In Silico Characterisation of the Late Embryogenesis Abundant (LEA) Protein Families and Their Role in Desiccation Tolerance in Ramonda serbica Panc

Ramonda serbica Panc. is an ancient resurrection plant able to survive a long desiccation period and recover metabolic functions upon watering. The accumulation of protective late embryogenesis abundant proteins (LEAPs) is a desiccation tolerance hallmark. To propose their role in R. serbica desiccation tolerance, we structurally characterised LEAPs and evaluated LEA gene expression levels in hydrated and desiccated leaves. By integrating de novo transcriptomics and homologues LEAP domains, 318 R. serbica LEAPs were identified and classified according to their conserved motifs and phylogeny. The in silico analysis revealed that hydrophilic LEA4 proteins exhibited an exceptionally high tendency to form amphipathic alpha-helices. The most abundant, atypical LEA2 group contained more hydrophobic proteins predicted to fold into the defined globular domains. Within the desiccation-upregulated LEA genes, the majority encoded highly disordered DEH1, LEA1, LEA4.2, and LEA4.3 proteins, while the greatest portion of downregulated genes encoded LEA2.3 and LEA2.5 proteins. While dehydrins might chelate metals and bind DNA under water deficit, other intrinsically disordered LEAPs might participate in forming intracellular proteinaceous condensates or adopt amphipathic alpha-helical conformation, enabling them to stabilise desiccation-sensitive proteins and membranes. This comprehensive LEAPs structural characterisation is essential to understanding their function and regulation during desiccation aiming at crop drought tolerance improvement.

Automated summary

Ramonda serbica Panc. is a plant capable of surviving long periods of desiccation and recovering metabolic functions upon watering. The accumulation of late embryogenesis abundant proteins (LEAPs) is important for desiccation tolerance.

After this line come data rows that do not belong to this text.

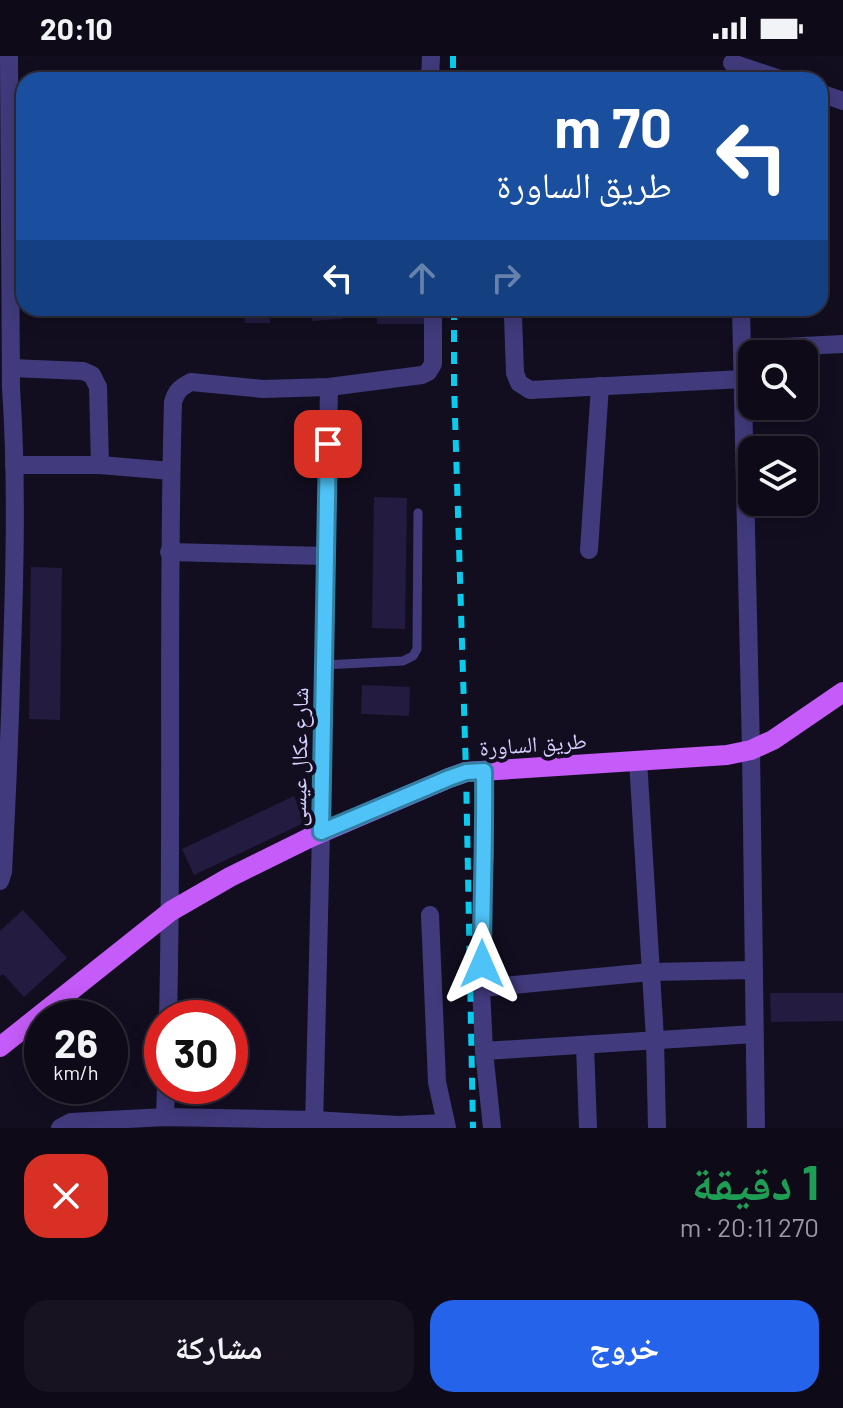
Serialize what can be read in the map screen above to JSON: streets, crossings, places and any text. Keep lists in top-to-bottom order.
{
  "streets": {
    "main road": ["طريق الساورة"],
    "street": ["شارع عكال عيسى"]
  },
  "crossings": [
    ["طريق الساورة", "شارع عكال عيسى"]
  ],
  "page": {
    "status": "20:10",
    "turn": ["70 m", "طريق الساورة"],
    "speed": "26 km/h",
    "limit": "30",
    "heading": ["1 دقيقة", "270 m · 20:11"],
    "buttons": ["خروج", "مشاركة"]
  }
}
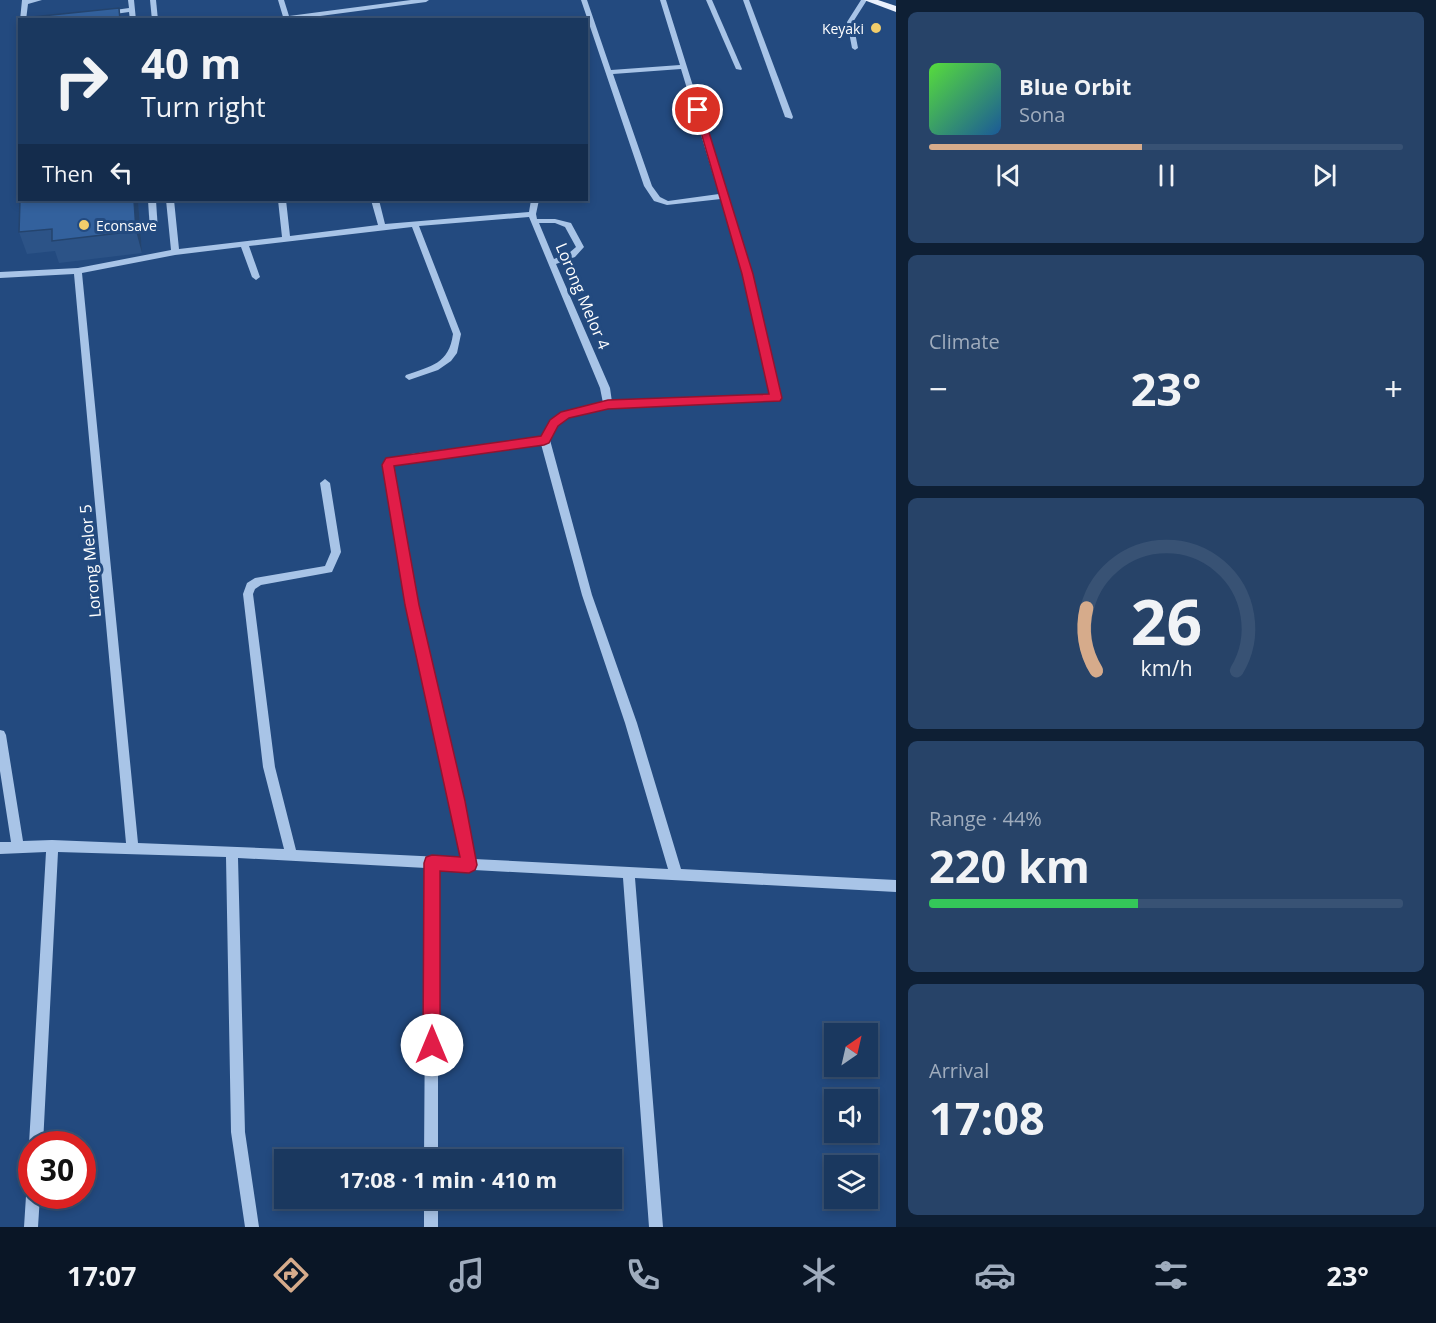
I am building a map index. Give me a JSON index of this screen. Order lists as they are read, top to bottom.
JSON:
{
  "streets": {
    "street": ["Lorong Melor 4", "Lorong Melor 5"]
  },
  "places": ["Keyaki", "Econsave"],
  "north": "top right",
  "page": {
    "turn": ["40 m", "Turn right"],
    "song": ["Blue Orbit", "Sona"],
    "then": "Then",
    "tile": [
      "Climate",
      ["Range · 44%", "220 km"],
      ["Arrival", "17:08"]
    ],
    "heat": ["−", "23°", "+"],
    "limit": "30",
    "trip": "17:08 · 1 min · 410 m",
    "tabs": ["17:07", "23°"],
    "gauge": ["26", "km/h"]
  }
}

In this study, the LEAPs of R. serbica were structurally characterized and their gene expression levels evaluated in hydrated and desiccated leaves. The analysis revealed that hydrophilic LEA4 proteins have a high tendency to form amphipathic alpha-helices, while the abundant atypical LEA2 group contains more hydrophobic proteins that fold into defined globular domains. The majority of upregulated genes encoded highly disordered proteins, while downregulated genes encoded LEA2 proteins. These findings suggest that LEAPs may play a role in stabilizing desiccation-sensitive proteins and membranes.